Arguably, the first modern crisis of civility was kicked off by none other than Martin Luther, self-made master of that recent revolution in communications technology: the printing press. When the Pope finally responded to Luther’s 95 theses, by declaring 41 of them to be heretical, Luther responded by calling the Pope “the Antichrist”. In The Murderer of Dresden (1531), Luther announced himself “unable to pray without at the same time cursing”:
If I am prompted to say “Hallowed be thy name”, I must add “Cursed, damned, and outraged be the name of papists and of all those who slander your name” … thus orally, every day and in my heart without intermission.
He concluded: “I am well convinced that God will hear our prayers.” The long-standing Protestant tradition of calling Catholics “papists” and “Anti-christians” (as followers of the papal antichrist) originated here.
The Catholics, of course, gave as good as they got with traditional labels like “heretic”, while experimenting with other insults ― including the term “Protestant” itself. When Pope Leo X excommunicated Luther in 1521, he bestowed upon Martin’s followers the insulting “denomination” Lutherans so that they might share in his punishment and shame.
When critics like the high-minded humanist Erasmus accused Luther of lowering the conversational tenor and violating the standard of civilitas, Luther retorted that the truth would always be offensive to those privileged by an unjust status quo: “You can’t turn the sword into a feather”, he wrote, “and the Word of God is a sword.” As he helpfully reminded his followers: the Greek term euangel could also mean “a shout”.

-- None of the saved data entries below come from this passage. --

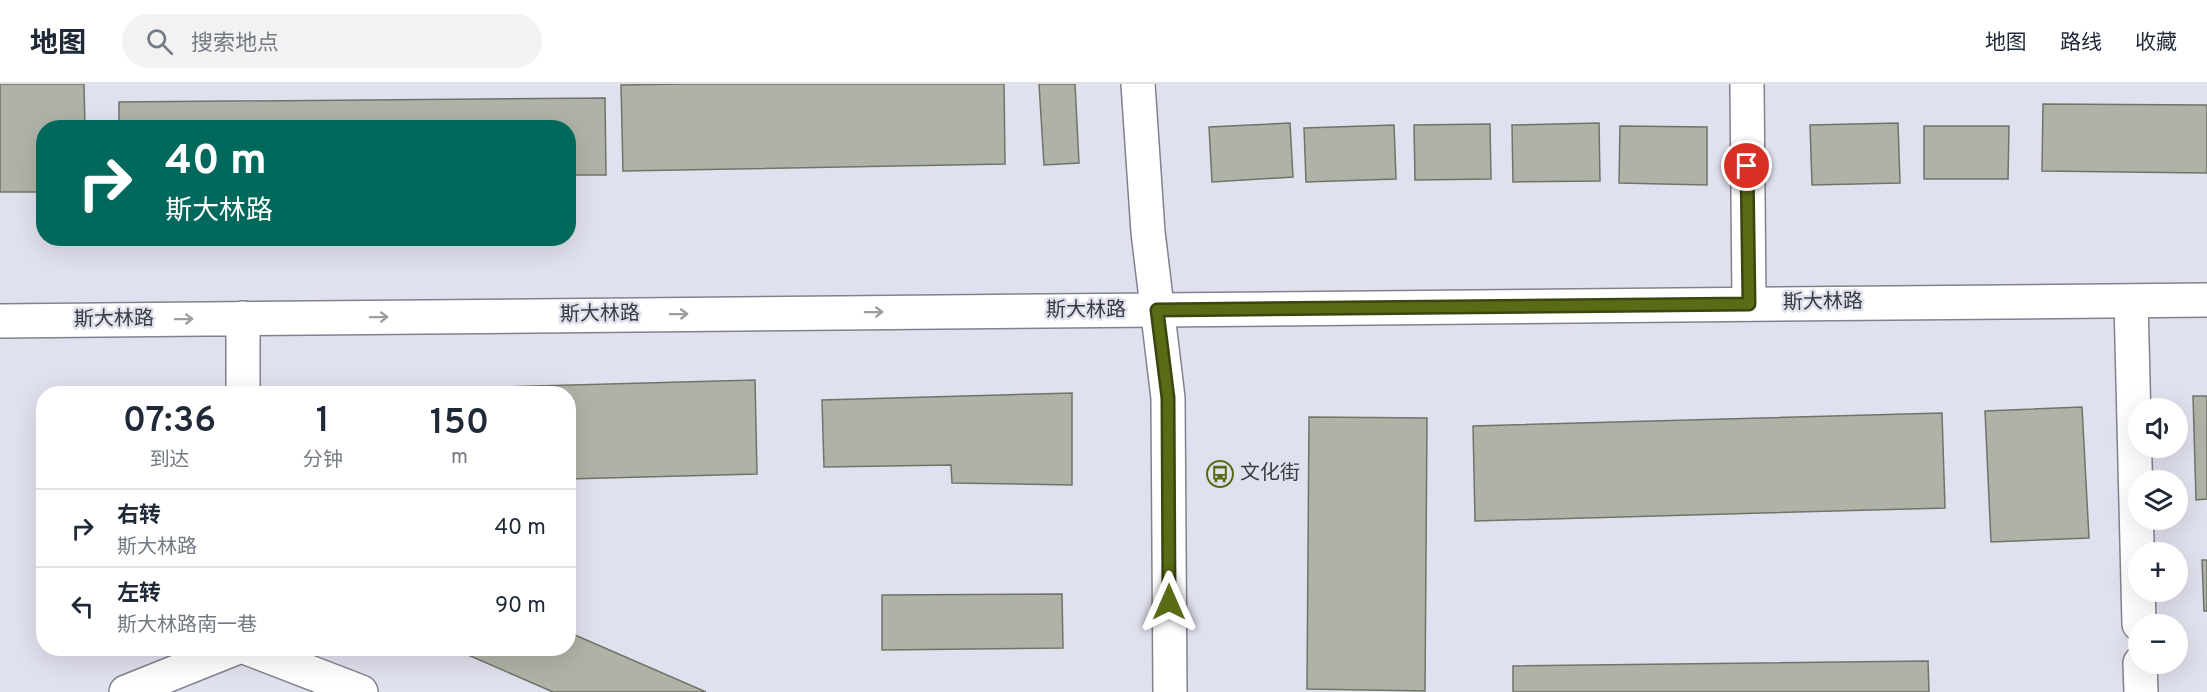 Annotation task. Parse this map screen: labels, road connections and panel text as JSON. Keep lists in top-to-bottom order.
{
  "streets": {
    "street": ["斯大林路"]
  },
  "one_way": ["斯大林路"],
  "places": {
    "bus stop": ["文化街"]
  },
  "page": {
    "header": "地图",
    "search": "搜索地点",
    "nav": ["地图", "路线", "收藏"],
    "turn": ["40 m", "斯大林路"],
    "eta": [
      "07:36",
      "到达",
      "1",
      "分钟",
      "150",
      "m"
    ],
    "map_buttons": ["+", "−"],
    "list": [
      {
        "name": "右转",
        "note": "斯大林路",
        "value": "40 m"
      },
      {
        "name": "左转",
        "note": "斯大林路南一巷",
        "value": "90 m"
      }
    ]
  }
} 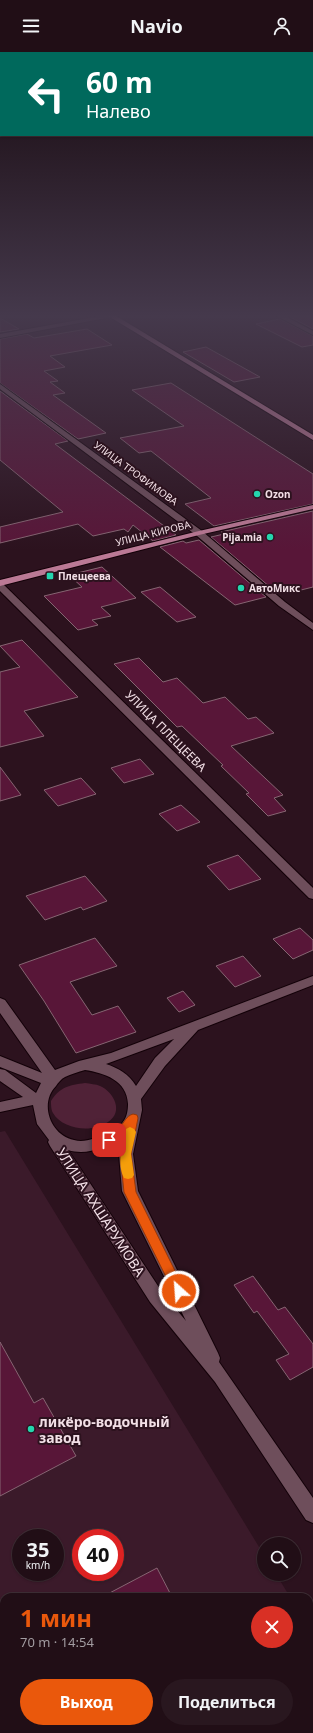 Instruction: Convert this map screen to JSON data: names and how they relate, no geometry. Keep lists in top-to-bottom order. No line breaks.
{"streets":{"main road":["УЛИЦА КИРОВА"],"street":["УЛИЦА ТРОФИМОВА","УЛИЦА ПЛЕЩЕЕВА","УЛИЦА АХШАРУМОВА"]},"crossings":[["УЛИЦА ТРОФИМОВА","УЛИЦА КИРОВА"],["УЛИЦА КИРОВА","УЛИЦА ПЛЕЩЕЕВА"]],"places":{"other":["Ozon","Pija.mia","АвтоМикс","ликёро-водочный завод"],"transit":["Плещеева"]},"page":{"header":"Navio","turn":["60 m","Налево"],"speed":"35 km/h","limit":"40","heading":["1 мин","70 m · 14:54"],"buttons":["Выход","Поделиться"]}}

Many of the self-described “evangelical” Christians who emerged in the ensuing years took Luther’s advice to heart, often to his chagrin. One particularly striking example in seventeenth-century England were the early Quakers, who experimented with many different forms of “enthusiastic” evangelism deliberately offensive to social mores. To those familiar with today’s pacifist Society of Friends, this may come as a shock. But the early Quakers were a rambunctious bunch ― known, among other things, for taking off their clothes in public “for a sign” and disrupting Anglican church services by banging pots and pans and demanding to know “by what authority” the minister preached. In one case, a Quaker man reportedly took off his pants and lay down on the communion table.

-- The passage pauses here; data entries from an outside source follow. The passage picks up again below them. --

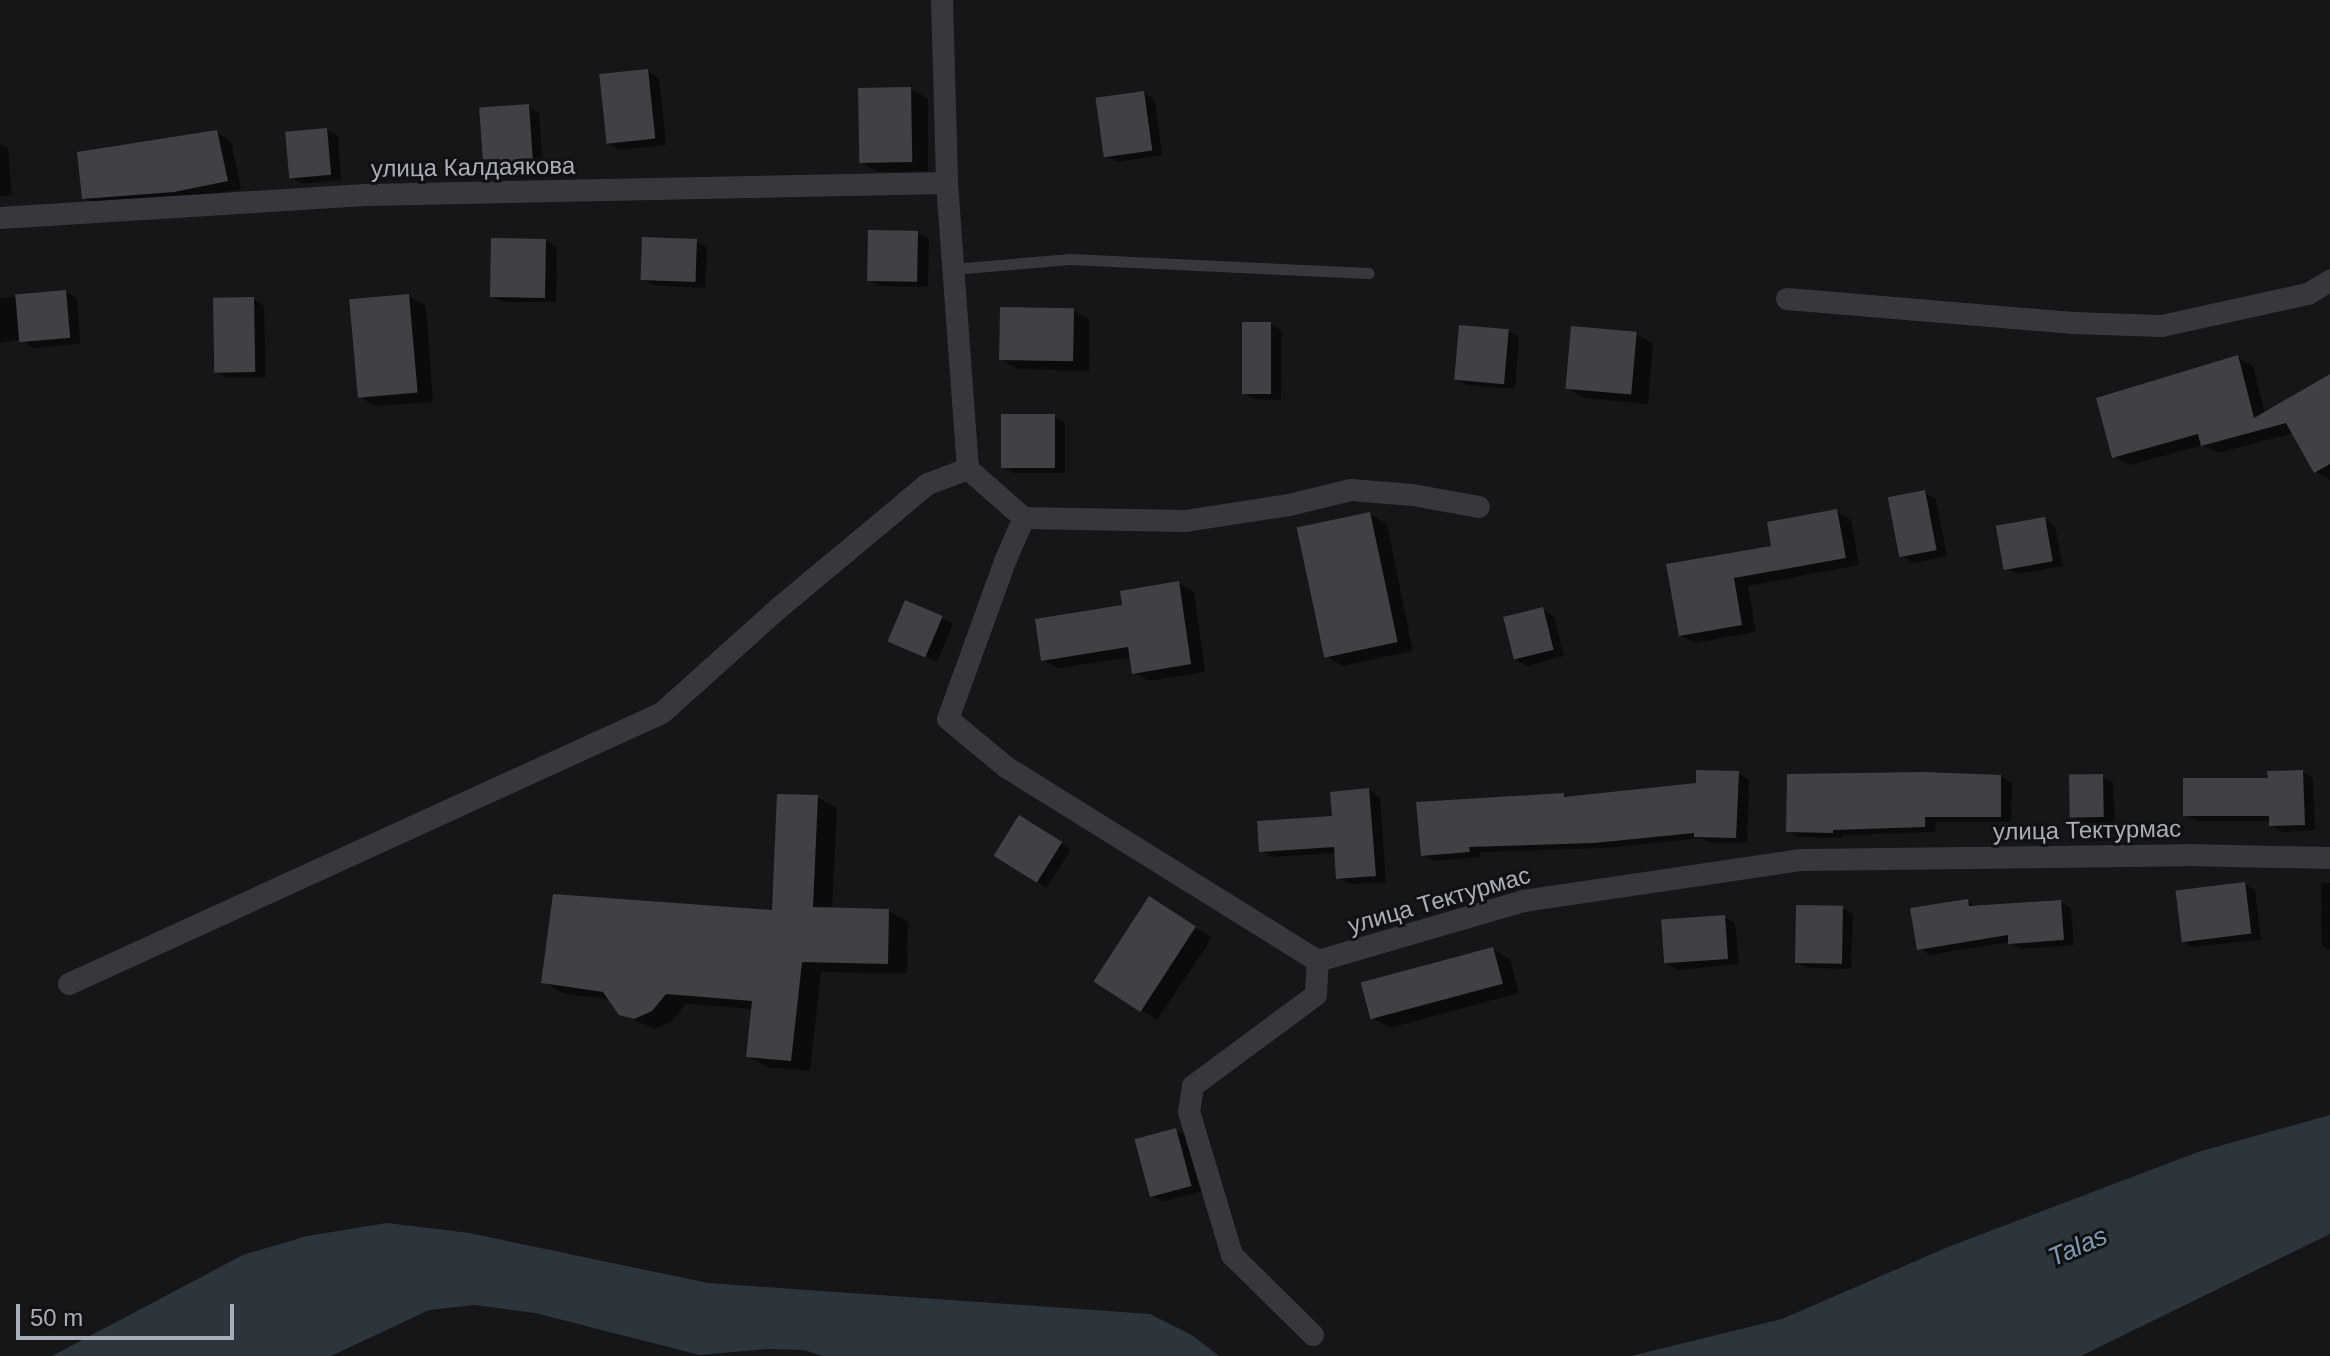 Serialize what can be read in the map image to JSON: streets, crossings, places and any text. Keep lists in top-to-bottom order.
{
  "streets": {
    "street": ["улица Калдаякова", "улица Тектурмас"]
  },
  "water": ["Talas"],
  "scale_bar": "50 m"
}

The Quakers and other sectarians coupled their “free speech fundamentalism” with a principled critique of civility itself. Like Luther and other Puritan dissenters within the Church of England, the Quakers argued that a truly evangelical Christian had a duty to offend the sensibilities of those invested in a corrupt status quo. To these critics, conversational virtue was cover for hypocrisy: “Civility doth but wash the outside, the inwards must be washed … A sow may be washed, yet a sow still.” It was thus as far from true spiritual virtue as “strewing flowers on a dead corpse”. By contrast, the spirit of protest at the heart of Protestantism demanded conscientious incivility in the form of disruptive witness against the powers that happened to be. Little wonder, then, that: “The civil person hath an aching tooth at religion; his heart riseth against holiness … [and] hath a secret antipathy against the ways of God.”
The growing impression that the prosecution of incivility was just another way to persecute dissent in the seventeenth century was confirmed by the popularity of adverbial redefinitions of heresy ― that is, definitions that focused, not on the matter of doctrinal heterodoxy, but the manner in which a religious opinion was held, or held forth, whether “factiously”, “obstinately” or “pertinaciously adhered to”.

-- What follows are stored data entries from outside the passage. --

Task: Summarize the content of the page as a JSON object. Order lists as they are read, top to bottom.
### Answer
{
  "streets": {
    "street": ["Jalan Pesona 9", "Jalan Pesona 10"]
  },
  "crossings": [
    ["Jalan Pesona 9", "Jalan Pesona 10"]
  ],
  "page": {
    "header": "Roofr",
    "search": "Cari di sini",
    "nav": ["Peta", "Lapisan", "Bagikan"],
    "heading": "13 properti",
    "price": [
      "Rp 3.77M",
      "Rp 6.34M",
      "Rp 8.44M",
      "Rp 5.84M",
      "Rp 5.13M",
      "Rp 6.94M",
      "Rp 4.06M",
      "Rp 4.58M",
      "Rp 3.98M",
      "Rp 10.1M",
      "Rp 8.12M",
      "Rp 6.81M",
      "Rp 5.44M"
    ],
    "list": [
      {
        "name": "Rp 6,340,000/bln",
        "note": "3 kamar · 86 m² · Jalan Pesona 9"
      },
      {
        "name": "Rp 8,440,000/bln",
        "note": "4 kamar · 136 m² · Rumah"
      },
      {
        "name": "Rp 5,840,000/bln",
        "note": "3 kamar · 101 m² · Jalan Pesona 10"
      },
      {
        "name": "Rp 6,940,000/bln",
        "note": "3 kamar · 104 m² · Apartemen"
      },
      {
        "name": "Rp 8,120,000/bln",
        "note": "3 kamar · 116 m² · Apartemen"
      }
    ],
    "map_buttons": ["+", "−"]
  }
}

The witness of Roger Williams
Today, we tend to think of religious toleration as the “obvious” solution to this problem, but this history reminds us of just how not obvious this solution was, either in theory or in practice. From the perspective of the participants, persecution of the tongue by uncivil evangelicals was just as pressing a danger as persecution by sword or stake ― and toleration seemed a certain way to make the wars of words worse by bringing evangelists into closer contact and encouraging them to compete.
Thus by the mid-seventeenth century, the consensus among many English dissenters ― much like civility’s modern critics ― was that civility was the latest watchword of the would-be persecutor, nothing more. And this, in turn, confirmed the impression of those, like Thomas Hobbes, on the opposing side: all seemed to agree that a civil society could not now and could never be a tolerant one, because the permission of religious differences would lead inevitably to uncivil evangelical disagreement, mutual offense, and, from there by degrees, into the secular hell of civil war.
But lucky for us, a few dissenters dared to challenge this consensus and think differently. And even though he shared his fellows’ suspicion of civility, one dissenter in particular floated the frankly ridiculous notion that unmurderous coexistence in a tolerant society might be possible, after all, and that mere civility might hold the key. That man, of course, was Roger Williams. And to get a sense of just how unlikely a defender of civility he was, one has to understand a little of where he came from.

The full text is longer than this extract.